Fonte:Jornal de Angola
As enormes dificuldades financeiras não impediram Dissoxi dya Ngumba de se entregar à arte teatral, que ele quer ver influenciar positivamente a juventude
© Fotografia por: DR
Martins António Mutambo, artisticamente conhecido por Dissoxi dya Ngumba, nasceu no dia 29 de Novembro de 1995, no Cuanza-Norte. É filho de António Mutambo Ngunzo e de Adelina Augusto Lucas, ambos naturais do bairro Longa, município de Ambaca.
"Sou o primogénito de seis irmãos, a minha vida tem sido carregada de vários desafios, de momentos altos e baixos. Ainda na infância, com o objectivo de procurar melhores condições de vida, acompanhei os meus pais a Luanda”, começa por dizer.

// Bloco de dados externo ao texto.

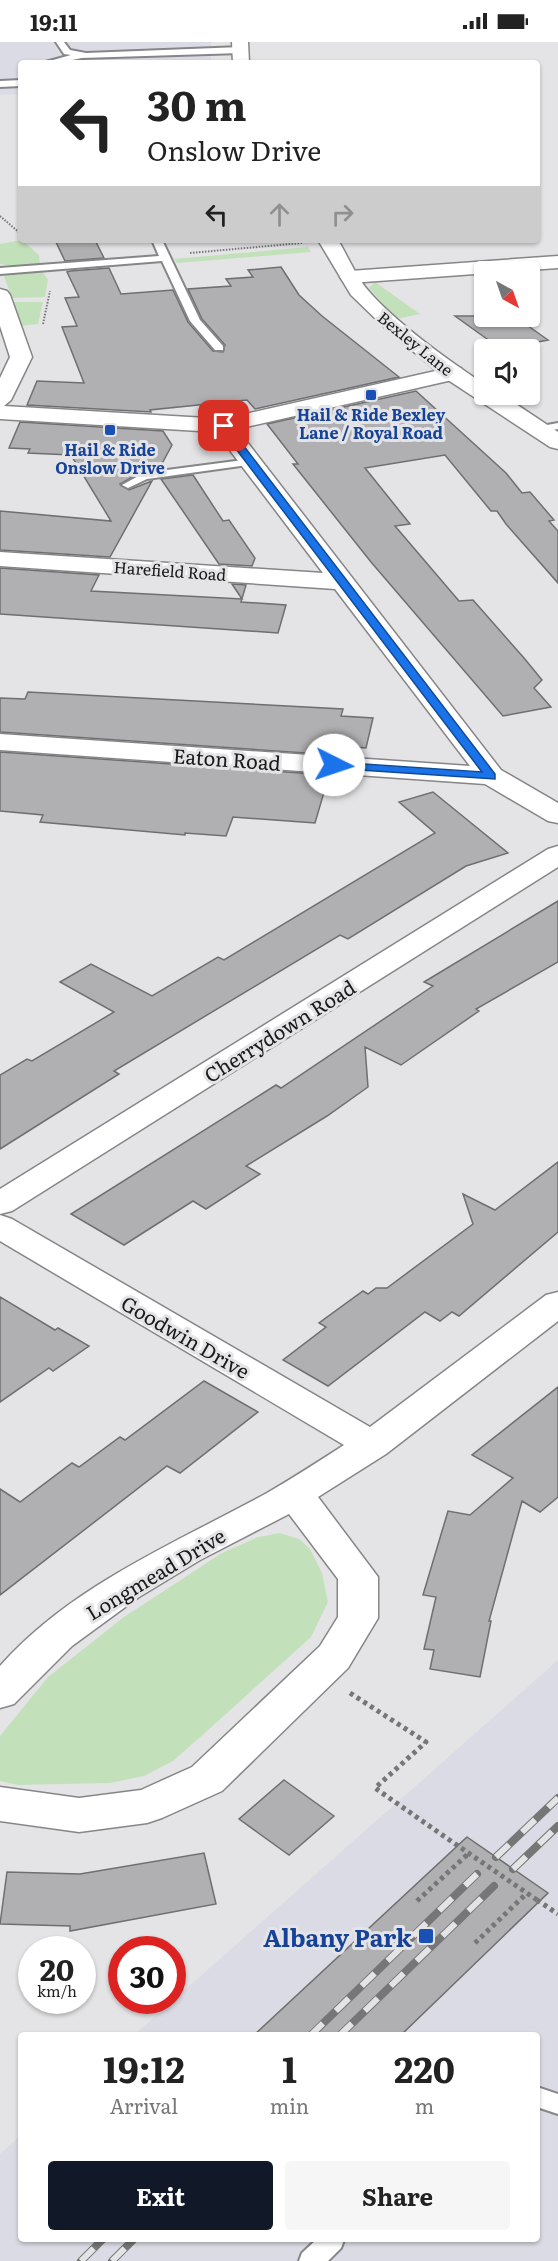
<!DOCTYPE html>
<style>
body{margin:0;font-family:Literata,serif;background:#f6f6f6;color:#222;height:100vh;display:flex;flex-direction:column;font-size:22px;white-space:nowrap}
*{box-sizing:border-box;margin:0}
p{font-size:20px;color:#767676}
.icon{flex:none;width:33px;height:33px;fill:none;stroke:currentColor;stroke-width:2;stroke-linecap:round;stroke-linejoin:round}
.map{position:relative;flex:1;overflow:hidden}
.details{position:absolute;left:18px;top:1990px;width:522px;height:210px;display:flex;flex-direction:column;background:#fff;border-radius:6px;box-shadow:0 2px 4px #0004}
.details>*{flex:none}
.guide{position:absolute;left:18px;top:18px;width:522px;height:183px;border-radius:6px;box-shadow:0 2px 4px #0004;background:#fff;color:#222;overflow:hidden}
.needle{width:39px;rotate:140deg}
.fabs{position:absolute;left:474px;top:219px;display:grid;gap:12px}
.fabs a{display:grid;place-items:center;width:66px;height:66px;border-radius:6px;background:#fff;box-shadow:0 2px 4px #0004;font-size:30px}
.speed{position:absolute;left:18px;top:1894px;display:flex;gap:12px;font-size:30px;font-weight:700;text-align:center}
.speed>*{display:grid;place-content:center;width:78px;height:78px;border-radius:50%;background:#fff;box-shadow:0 2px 4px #0004;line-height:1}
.speed small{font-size:15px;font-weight:400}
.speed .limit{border:9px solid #d22;background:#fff;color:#111}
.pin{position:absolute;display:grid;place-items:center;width:51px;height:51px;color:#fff;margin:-26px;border-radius:12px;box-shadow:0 3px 9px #0006}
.me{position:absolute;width:66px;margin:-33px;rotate:94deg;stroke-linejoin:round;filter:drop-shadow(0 0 4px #0008)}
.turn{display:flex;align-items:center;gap:21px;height:126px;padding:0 30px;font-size:27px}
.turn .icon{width:78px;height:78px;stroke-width:2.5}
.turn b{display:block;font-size:42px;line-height:51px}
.lanes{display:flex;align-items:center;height:57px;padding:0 30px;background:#0003;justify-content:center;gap:30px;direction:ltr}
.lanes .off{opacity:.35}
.eta{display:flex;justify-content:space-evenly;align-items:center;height:102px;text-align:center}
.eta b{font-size:36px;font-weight:700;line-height:42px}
.cta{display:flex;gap:12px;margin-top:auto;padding:12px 30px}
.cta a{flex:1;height:69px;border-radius:6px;background:#111827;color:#fff;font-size:24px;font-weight:700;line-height:69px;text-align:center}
.cta a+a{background:#f6f6f6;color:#222}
.status{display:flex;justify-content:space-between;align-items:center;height:42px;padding:0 30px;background:#fff;direction:ltr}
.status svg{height:16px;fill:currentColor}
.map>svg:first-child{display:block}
</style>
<div class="status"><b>19:11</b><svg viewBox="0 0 49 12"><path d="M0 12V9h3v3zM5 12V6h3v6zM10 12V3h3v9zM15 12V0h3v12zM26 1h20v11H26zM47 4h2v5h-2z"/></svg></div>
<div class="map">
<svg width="558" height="2219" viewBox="0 0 558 2219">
<rect width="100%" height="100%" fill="#e4e4e6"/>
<path fill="#dbdbe5" d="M 0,0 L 211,0 L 211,21 L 21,21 L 21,52 L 0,53 Z
M 558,1618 L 558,2219 L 0,2219 L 0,2112 L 21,2093 L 21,2198 L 537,2198 L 537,1994 L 134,1993 Z"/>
<path fill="#c2e1ba" d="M 22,198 L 39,213 L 40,223 L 10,224 L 0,222 L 0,202 Z
M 308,205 L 311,210 L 177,221 L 174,217 Z
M 42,229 L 48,238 L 45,255 L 12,256 L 4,234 L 12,231 Z
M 375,240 L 420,272 L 396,277 L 369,246 Z
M 13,260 L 43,260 L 38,282 L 19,284 Z
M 280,1491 L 299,1497 L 310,1507 L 322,1531 L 328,1560 L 311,1595 L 216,1681 L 173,1719 L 144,1734 L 110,1741 L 18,1743 L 0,1739 L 0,1694 L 48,1635 L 124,1575 L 222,1511 L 258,1495 Z"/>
<path fill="#b0b0b2" stroke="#6f6f71" stroke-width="1.5" d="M 55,198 L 95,198 L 104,216 L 65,219 Z
M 281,225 L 299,253 L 322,274 L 399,335 L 255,367 L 247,358 L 150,368 L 151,370 L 27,363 L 37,339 L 84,341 L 62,285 L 77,284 L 65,256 L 79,255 L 67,230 L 70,229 L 109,226 L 121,252 L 173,248 L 188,280 L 213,309 L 223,310 L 225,303 L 202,277 L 188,247 L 231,244 L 226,237 L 253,235 L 248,228 Z
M 455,274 L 514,274 L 548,298 L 501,307 Z
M 416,349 L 506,431 L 522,451 L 530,450 L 554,478 L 549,479 L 558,489 L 558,541 L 506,482 L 497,469 L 491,469 L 445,413 L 365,426 L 410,482 L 395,484 L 459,559 L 473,558 L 524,616 L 542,638 L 534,646 L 551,665 L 503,674 L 371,520 L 293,422 L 298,422 L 267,382 Z
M 20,380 L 163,389 L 172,403 L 159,427 L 143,429 L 120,442 L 129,448 L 152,439 L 110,515 L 0,508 L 0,469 L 111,479 L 71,413 L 28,411 L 30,407 L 9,406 Z
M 193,433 L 223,479 L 229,478 L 255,516 L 252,524 L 219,522 L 161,437 Z
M 0,526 L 99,533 L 91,549 L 242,557 L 232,542 L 246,543 L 241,560 L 286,563 L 278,591 L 0,572 Z
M 28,650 L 343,667 L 341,674 L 373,676 L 366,706 L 338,704 L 335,713 L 0,690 L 0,656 L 25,657 Z
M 0,710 L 329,733 L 315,781 L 233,775 L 226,794 L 185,791 L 185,793 L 40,780 L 43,773 L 0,769 Z
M 433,750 L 508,811 L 466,824 L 348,897 L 340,893 L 114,1029 L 119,1032 L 0,1107 L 0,1033 L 27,1017 L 32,1019 L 114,970 L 60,940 L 91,922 L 152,954 L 218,915 L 224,918 L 435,791 L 399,760 Z
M 558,859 L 558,920 L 476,967 L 479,969 L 401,1023 L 365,1005 L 368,1045 L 327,1074 L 246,1124 L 260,1132 L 206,1167 L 193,1159 L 124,1203 L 71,1172 L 276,1043 L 281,1046 L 433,944 L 424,940 Z
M 558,1120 L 558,1190 L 459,1274 L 452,1270 L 440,1279 L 425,1270 L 328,1344 L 283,1318 L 326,1285 L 319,1281 L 363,1249 L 368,1252 L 376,1246 L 387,1246 L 473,1182 L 463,1152 L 495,1168 Z
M 0,1255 L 55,1288 L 58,1286 L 89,1304 L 53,1329 L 49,1326 L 0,1360 Z
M 204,1339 L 258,1370 L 180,1431 L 167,1424 L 0,1553 L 0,1447 L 20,1460 L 72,1421 L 79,1425 L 120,1395 L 125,1398 Z
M 558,1345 L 558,1455 L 540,1470 L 522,1459 L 489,1579 L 491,1579 L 480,1635 L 430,1627 L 434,1608 L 424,1607 L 436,1555 L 423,1553 L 448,1469 L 470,1473 L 513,1436 L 472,1413 Z
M 284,1738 L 334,1774 L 289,1813 L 239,1777 Z
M 467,1795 L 548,1851 L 400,1994 L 253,1994 Z
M 204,1811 L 216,1862 L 70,1889 L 70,1884 L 0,1882 L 7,1830 L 80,1832 Z"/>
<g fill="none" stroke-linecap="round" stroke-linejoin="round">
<defs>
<path id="lane" d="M 56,0 L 64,0 L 70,8 L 86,11 L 241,5 L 245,8 L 241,11 L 82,16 L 58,21 L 42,21 L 71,13 L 64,12 Z
M 21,38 L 21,44 L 0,45 L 0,39 Z
M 152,198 L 162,198 L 200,278 L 223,304 L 223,308 L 215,308 L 190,279 L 162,219 L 0,232 L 0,226 L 159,214 Z
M 558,381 L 558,387 L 540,390 L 534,387 L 536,385 Z
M 251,417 L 257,420 L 255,422 L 147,437 L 128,446 L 122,443 L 144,431 Z
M 537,2045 L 558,2052 L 558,2072 L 537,2065 Z
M 316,2198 L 344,2198 L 341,2206 L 328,2219 L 299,2219 L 302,2211 Z"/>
<path id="street" d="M 558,214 L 558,226 L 350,241 L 343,239 L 340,235 L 343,231 L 350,229 Z
M 0,247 L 7,249 L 10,253 L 32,315 L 11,358 L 4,364 L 223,377 L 453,325 L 461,326 L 464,331 L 461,336 L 237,387 L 501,728 L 558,761 L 558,781 L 548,779 L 485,742 L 0,708 L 0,692 L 470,724 L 335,547 L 0,524 L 0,510 L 323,531 L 216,390 L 0,377 L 0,336 L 10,315 L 0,284 Z
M 558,804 L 558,825 L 12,1169 L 0,1172 L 0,1147 L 548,807 Z
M 0,1173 L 12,1177 L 370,1385 L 546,1253 L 558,1250 L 558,1279 L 386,1412 L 318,1455 L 378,1535 L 378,1576 L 348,1626 L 222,1749 L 162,1776 L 147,1781 L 79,1790 L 0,1779 L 0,1745 L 79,1756 L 141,1748 L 192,1725 L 320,1604 L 338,1575 L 338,1537 L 289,1472 L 200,1518 L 139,1555 L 72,1604 L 14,1662 L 0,1666 L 0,1624 C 72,1543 174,1502 267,1451 C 293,1436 319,1419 344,1403 L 0,1199 Z"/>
<path id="secondary" d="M 232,0 L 248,0 L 249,21 L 233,21 Z
M 318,198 L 338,198 C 347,213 355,232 366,246 C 392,278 449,319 484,342 L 484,352 L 501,352 L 558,390 L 558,407 L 550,405 L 445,336 L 383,284 L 351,253 Z"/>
</defs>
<use href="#lane" stroke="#868688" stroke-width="4"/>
<use href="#street" stroke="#868688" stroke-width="3"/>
<use href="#secondary" stroke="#868688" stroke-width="3"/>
<path stroke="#767677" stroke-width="2" stroke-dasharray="1.5 1.5" stroke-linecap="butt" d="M 0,174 L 21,192
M 190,211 L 302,201
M 43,282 L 50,249"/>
<path stroke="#767677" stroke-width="5" stroke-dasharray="4 4" stroke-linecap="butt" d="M 350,1651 L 426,1700 L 375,1746 L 448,1797
M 537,1858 L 558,1872
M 417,1859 L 469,1811
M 475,1901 L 527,1851"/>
<use href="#lane" fill="#fff" fill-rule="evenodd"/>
<use href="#street" fill="#fff" fill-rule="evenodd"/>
<use href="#secondary" fill="#fff" fill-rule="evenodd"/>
<defs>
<path id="rail" d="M 496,1815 L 558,1756
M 513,1827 L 558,1784
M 310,1994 L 477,1832
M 339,1994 L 494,1844
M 81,2219 L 102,2198
M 112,2219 L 133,2198"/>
</defs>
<use href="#rail" stroke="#767677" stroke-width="8"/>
<use href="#rail" stroke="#e4e4e6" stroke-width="6" stroke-dasharray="18" stroke-linecap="butt"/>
<path stroke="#767677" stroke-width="5" stroke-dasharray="4 4" stroke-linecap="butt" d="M 448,1797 L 537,1858"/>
</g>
<path fill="#1a73e8" stroke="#114b97" stroke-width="1.5" d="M 220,382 L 227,382 L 495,732 L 495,737 L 330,726 L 330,721 L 334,720 L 482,730 L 220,386 Z"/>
<g fill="#1a4fb4" stroke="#e4e4e6" stroke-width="2">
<rect x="365" y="347" width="12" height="12" rx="3"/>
<rect x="104" y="382" width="12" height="12" rx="3"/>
<rect x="418" y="1886" width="16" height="16" rx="3"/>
</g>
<g text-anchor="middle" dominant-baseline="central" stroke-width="6" stroke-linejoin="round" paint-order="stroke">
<g font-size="16" fill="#191919" stroke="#e4e4e6">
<text transform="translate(416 301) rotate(39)">Bexley Lane</text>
<text transform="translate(170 528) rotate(4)">Harefield Road</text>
</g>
<g font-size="16" font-weight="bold" fill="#164399" stroke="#e4e4e6">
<text x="371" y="372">Hail &amp; Ride Bexley<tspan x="371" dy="18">Lane / Royal Road</tspan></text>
<text x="110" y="407">Hail &amp; Ride<tspan x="110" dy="18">Onslow Drive</tspan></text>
</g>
<g font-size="20" fill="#191919" stroke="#e4e4e6">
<text transform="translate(227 716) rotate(4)">Eaton Road</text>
<text transform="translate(279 988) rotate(-32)">Cherrydown Road</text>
<text transform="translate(186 1294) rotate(30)">Goodwin Drive</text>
<text transform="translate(155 1531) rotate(-31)">Longmead Drive</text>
</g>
<g font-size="24" font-weight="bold" fill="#164399" stroke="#e4e4e6" text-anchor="end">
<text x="412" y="1894">Albany Park</text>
</g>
</g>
</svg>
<div class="fabs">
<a><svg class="needle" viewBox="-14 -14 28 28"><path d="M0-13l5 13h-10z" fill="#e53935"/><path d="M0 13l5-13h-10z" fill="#767676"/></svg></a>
<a><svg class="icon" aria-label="sound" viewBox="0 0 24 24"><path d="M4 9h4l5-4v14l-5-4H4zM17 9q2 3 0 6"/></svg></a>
</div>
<div class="speed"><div>20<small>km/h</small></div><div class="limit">30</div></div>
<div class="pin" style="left:224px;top:384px;background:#d93025"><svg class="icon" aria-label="arrive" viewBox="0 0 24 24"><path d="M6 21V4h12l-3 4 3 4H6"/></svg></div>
<svg class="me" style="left:334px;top:723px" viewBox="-20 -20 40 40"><circle r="19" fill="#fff"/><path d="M0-13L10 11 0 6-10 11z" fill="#1a73e8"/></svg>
<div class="guide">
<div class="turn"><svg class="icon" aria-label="left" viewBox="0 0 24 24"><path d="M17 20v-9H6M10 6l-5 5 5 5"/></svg><div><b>30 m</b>Onslow Drive</div></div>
<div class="lanes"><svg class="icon" aria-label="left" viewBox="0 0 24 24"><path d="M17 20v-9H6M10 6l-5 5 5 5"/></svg><svg class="icon off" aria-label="ahead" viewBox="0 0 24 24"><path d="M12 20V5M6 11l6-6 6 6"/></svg><svg class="icon off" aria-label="right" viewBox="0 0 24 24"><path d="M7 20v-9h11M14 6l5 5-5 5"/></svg></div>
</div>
<section class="details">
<div class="eta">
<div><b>19:12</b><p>Arrival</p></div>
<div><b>1</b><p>min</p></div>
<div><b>220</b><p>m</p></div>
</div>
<div class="cta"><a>Exit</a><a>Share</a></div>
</section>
</div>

Em Luanda, no período 2011/2014, fez o ensino médio, na escola Ngola Kiluanje, no curso de Ciências Económicas e Jurídicas. "Não foi fácil, pois, ao longo do meu percurso, me deparei com dificuldades no pagamento de propinas, compra de material escolar e para conseguir valores para o transporte para a escola. Não era raro ter de percorrer longas distâncias a pé, para poder chegar à escola e regressar a casa, pois não dispunha sequer de um simples kwanza”.
Com fome, mas sempre com o apoio dos pais e irmãos, dedicou-se aos estudos, mas teve de parar no ensino médio, sem poder continuar, como sempre sonhou, por falta de recursos financeiros.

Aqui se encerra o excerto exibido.